Alega ainda que dispõe de apoio familiar e no estabelecimento prisional procurou colmatar as falhas de aprendizagem, por forma a aquando da sua restituição à liberdade ter competências que lhe permitam integração profissional.
O Ministério Público respondeu, pugnando pela confirmação da decisão recorrida, essencialmente, com base na fundamentação constante da mesma.

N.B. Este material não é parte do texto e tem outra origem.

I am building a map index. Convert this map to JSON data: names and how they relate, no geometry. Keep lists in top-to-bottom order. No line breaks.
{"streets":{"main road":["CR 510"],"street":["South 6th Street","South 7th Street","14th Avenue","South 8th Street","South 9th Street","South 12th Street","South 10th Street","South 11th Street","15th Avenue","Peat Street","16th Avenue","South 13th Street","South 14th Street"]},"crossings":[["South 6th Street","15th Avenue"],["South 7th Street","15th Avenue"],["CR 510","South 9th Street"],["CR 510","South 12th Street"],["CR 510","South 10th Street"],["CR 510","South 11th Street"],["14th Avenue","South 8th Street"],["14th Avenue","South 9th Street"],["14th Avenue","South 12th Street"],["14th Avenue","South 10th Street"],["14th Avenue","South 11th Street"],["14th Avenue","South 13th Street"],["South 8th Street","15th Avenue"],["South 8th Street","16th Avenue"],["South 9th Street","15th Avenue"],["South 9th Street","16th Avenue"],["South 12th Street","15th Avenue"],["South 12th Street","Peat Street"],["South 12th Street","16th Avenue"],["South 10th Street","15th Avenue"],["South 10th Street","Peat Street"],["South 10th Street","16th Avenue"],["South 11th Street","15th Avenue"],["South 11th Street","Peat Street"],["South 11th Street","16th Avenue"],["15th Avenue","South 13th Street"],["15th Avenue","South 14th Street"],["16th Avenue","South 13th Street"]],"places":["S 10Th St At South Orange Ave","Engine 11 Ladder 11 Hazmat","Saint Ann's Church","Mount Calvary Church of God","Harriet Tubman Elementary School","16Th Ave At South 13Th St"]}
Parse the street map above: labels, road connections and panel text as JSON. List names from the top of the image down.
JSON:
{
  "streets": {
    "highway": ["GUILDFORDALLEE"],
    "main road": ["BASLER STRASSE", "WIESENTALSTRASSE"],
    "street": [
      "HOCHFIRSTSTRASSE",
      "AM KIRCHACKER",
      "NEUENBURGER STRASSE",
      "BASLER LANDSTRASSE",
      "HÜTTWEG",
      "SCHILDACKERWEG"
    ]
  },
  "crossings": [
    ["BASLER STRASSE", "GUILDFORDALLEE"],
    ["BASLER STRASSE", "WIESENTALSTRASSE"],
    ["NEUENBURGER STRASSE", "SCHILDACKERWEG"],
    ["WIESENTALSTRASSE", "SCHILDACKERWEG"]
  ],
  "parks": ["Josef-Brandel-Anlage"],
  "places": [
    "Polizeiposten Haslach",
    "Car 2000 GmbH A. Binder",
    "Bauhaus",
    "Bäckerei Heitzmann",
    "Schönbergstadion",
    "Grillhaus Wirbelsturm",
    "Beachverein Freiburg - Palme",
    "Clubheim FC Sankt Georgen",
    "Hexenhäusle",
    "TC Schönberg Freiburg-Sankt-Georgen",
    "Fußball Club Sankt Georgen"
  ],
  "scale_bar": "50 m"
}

Cumpre apreciar e decidir.
Antes de mais, importa destacar que os fundamentos de facto alegados na motivação de recurso não têm inteira correspondência com a factualidade considerada provada:
a) não se considerou provado que o arguido esteja, efetivamente, arrependido pela prática do crime;
b) não se provou qualquer evolução da sua situação pessoal;
c) o arguido já se envolveu numa rixa no estabelecimento prisional;
d) o arguido tem um antecedentes criminal;
De jure
O artigo 9º do Código Penal remete para legislação especial o regime penal dos indivíduos maiores de 16 e menores de 21 anos, impondo um regime penal próprio para os designados "jovens delinquentes" enquanto opção importante de política criminal que sublinha as finalidades de integração e socialização. Constitui um entendimento uniforme da jurisprudência que a aplicação do regime penal relativo a jovens entre os 16 e os 21 anos – regime-regra de sancionamento penal aplicável a esta categoria etária – não constitui uma faculdade do juiz, mas antes um poder-dever vinculado que o juiz deve (tem de) usar sempre que se verifiquem os respectivos pressupostos.

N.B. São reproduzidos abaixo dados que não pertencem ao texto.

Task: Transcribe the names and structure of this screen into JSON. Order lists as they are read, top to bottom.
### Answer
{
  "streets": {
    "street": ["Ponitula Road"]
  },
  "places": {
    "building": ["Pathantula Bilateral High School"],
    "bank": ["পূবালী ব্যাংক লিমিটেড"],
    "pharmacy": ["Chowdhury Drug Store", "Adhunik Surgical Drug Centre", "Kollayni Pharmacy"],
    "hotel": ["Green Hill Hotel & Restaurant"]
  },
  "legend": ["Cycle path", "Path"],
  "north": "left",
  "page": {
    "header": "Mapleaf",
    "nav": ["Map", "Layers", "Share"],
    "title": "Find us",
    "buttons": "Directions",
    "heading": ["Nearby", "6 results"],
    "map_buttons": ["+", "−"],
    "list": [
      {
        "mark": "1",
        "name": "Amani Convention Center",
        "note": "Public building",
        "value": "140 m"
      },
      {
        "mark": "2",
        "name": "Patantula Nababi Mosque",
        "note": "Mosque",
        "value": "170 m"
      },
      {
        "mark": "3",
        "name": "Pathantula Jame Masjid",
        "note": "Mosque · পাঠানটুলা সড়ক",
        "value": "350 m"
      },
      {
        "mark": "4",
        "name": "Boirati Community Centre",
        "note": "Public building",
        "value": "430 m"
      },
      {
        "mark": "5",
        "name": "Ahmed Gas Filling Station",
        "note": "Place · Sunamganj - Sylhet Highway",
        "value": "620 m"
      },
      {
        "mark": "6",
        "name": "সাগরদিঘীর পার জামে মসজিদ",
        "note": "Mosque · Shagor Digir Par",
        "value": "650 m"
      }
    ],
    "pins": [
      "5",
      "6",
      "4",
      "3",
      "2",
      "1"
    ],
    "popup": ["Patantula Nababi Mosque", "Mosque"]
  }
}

Tendo o arguido cometido o crime antes de atingir vinte e um anos de idade, o tribunal “a quo” teve de aferir se deveria ser aplicado o benefício penal emergente do regime penal dos jovens delinquentes, atenuando especialmente as penas ao abrigo do art. 4º do Decreto-Lei nº 401/82, de 23 de Setembro[9].

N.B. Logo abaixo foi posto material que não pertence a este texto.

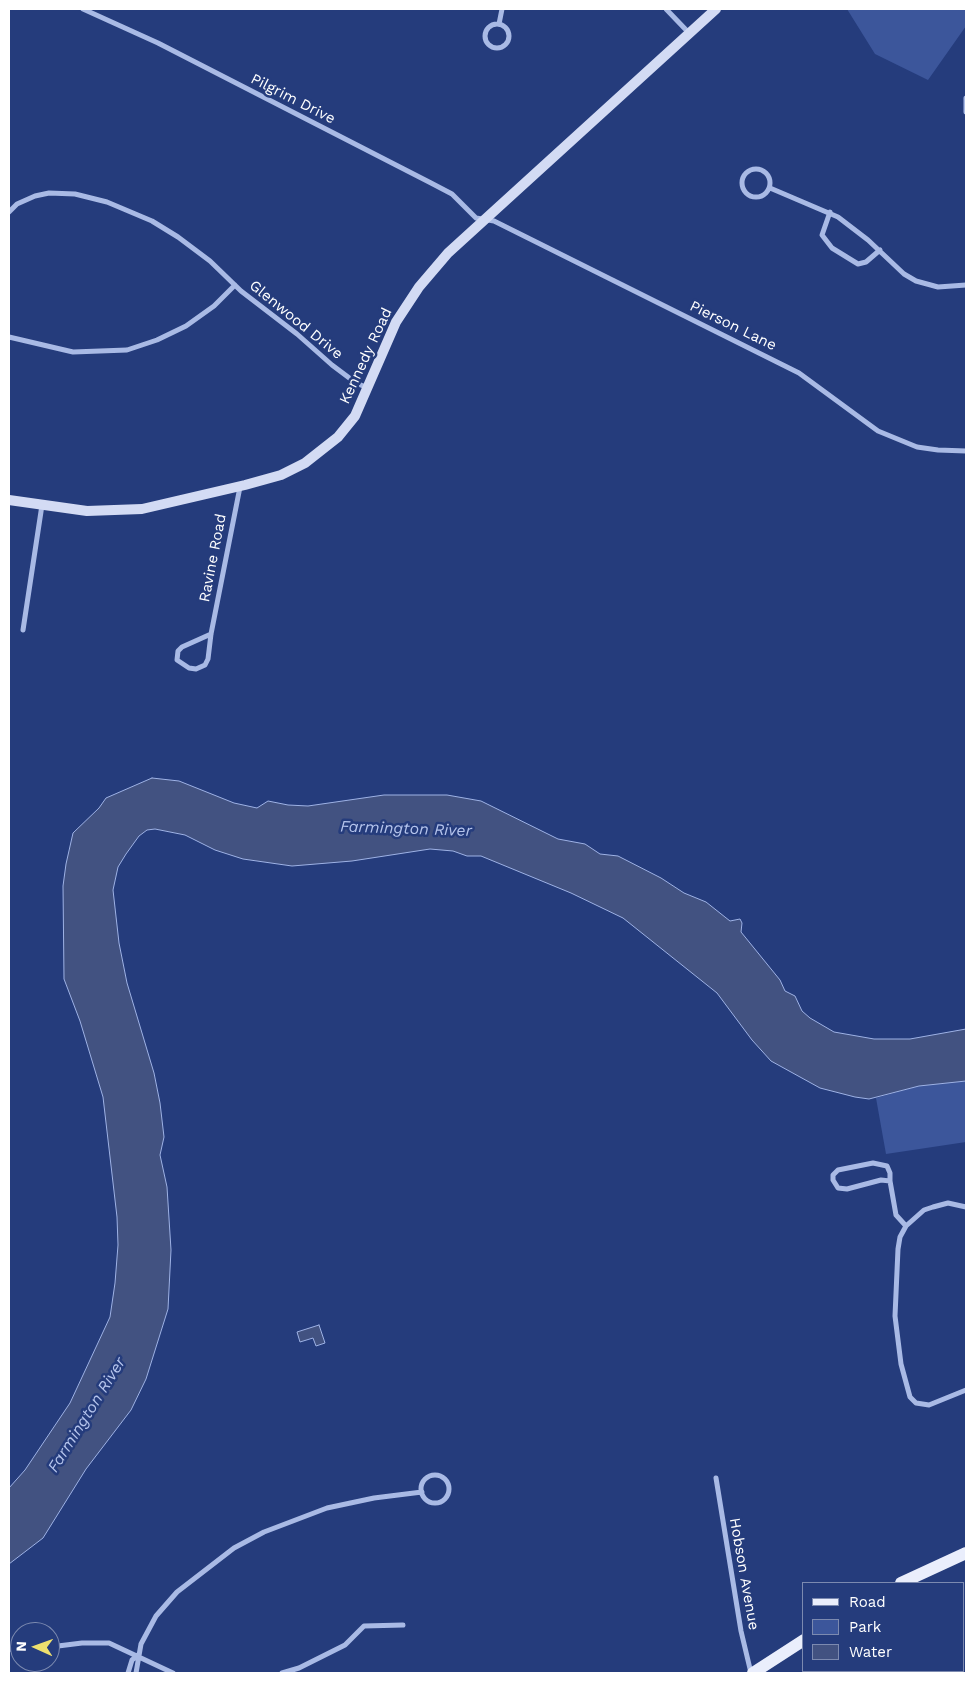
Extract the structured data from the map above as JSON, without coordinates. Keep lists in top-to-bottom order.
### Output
{
  "streets": {
    "street": [
      "Pilgrim Drive",
      "Glenwood Drive",
      "Pierson Lane",
      "Kennedy Road",
      "Ravine Road",
      "Hobson Avenue"
    ]
  },
  "crossings": [
    ["Pilgrim Drive", "Pierson Lane"],
    ["Pilgrim Drive", "Kennedy Road"],
    ["Glenwood Drive", "Kennedy Road"],
    ["Pierson Lane", "Kennedy Road"],
    ["Kennedy Road", "Ravine Road"]
  ],
  "water": ["Farmington River"],
  "legend": ["Road", "Park", "Water"],
  "north": "left"
}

Tendo em conta os termos da condenação e o objeto do recurso do arguido, importa analisar o aludido regime legal, de modo a aferir se a situação do arguido não justifica a atenuação especial da pena decretada, tal como decidido, ou se o arguido tem razão ao entender que a sua situação permite uma prognose favorável sobre o seu futuro.

A - A razão de ser do regime penal especial dos jovens
A “ratio legis” do regime penal especial para jovens compreende-se, uma vez que a delinquência juvenil - em particular a delinquência de jovens adultos e de jovens na fase de transição para a idade adulta – constitui um fenómeno social muito próprio das sociedades modernas, urbanas, industrializadas e economicamente desenvolvidas, mas com famílias algo desestruturadas, obrigando o legislador a procurar respostas e reações mais adequadas à prática por jovens adultos de crimes, que num ciclo de vida que corresponde a uma fase de latência social que faz da criminalidade um fenómeno efémero e transitório.
Como entendeu o Supremo Tribunal de Justiça – no acórdão datado de 11 de Junho de 2003 (processo nº 1657/03) -, a ideia fundamental do regime é a de evitar que uma reação penal severa, na fase latente da formação da personalidade, possa comprometer definitivamente a socialização do jovem, o que justifica a referência às vantagens para a reinserção social do jovem condenado na aplicação do regime do art. 4º do Decreto-Lei nº 401/82. Esse período de latência social - segundo a referida decisão - é circunscrito, neste caso, na fase de acesso à idade adulta, enquanto "fase de autonomia crescente face ao meio parental e de dependência crescente face à sociedade que faz dos jovens adultos uma categoria social heterogénea, alicerçada em variáveis tão diversas como são o facto de o jovem ter ou não autonomia financeira, possuir ou não uma profissão, residir em casa dos pais ou ter casa própria", e que potencia a delinquência transitória que é frequentemente estigmatizante nas suas consequências[10].
B – Atenuar, ou não atenuar especialmente as penas?
A afirmação de ausência de automatismo na aplicação da atenuação especial aos jovens delinquentes significa que o tribunal só se socorrerá dela quando tiver "sérias razões para crer que da atenuação resultem vantagens para a reinserção social do jovem condenado", na terminologia da lei (o já citado artigo 4º do Decreto-Lei nº 401/82, de 23 de Setembro)[11].
Por conseguinte, impõe-se valorar, em cada caso concreto, a personalidade do jovem, a sua conduta anterior e posterior ao crime, a natureza e modo de execução do crime e os seus motivos determinantes.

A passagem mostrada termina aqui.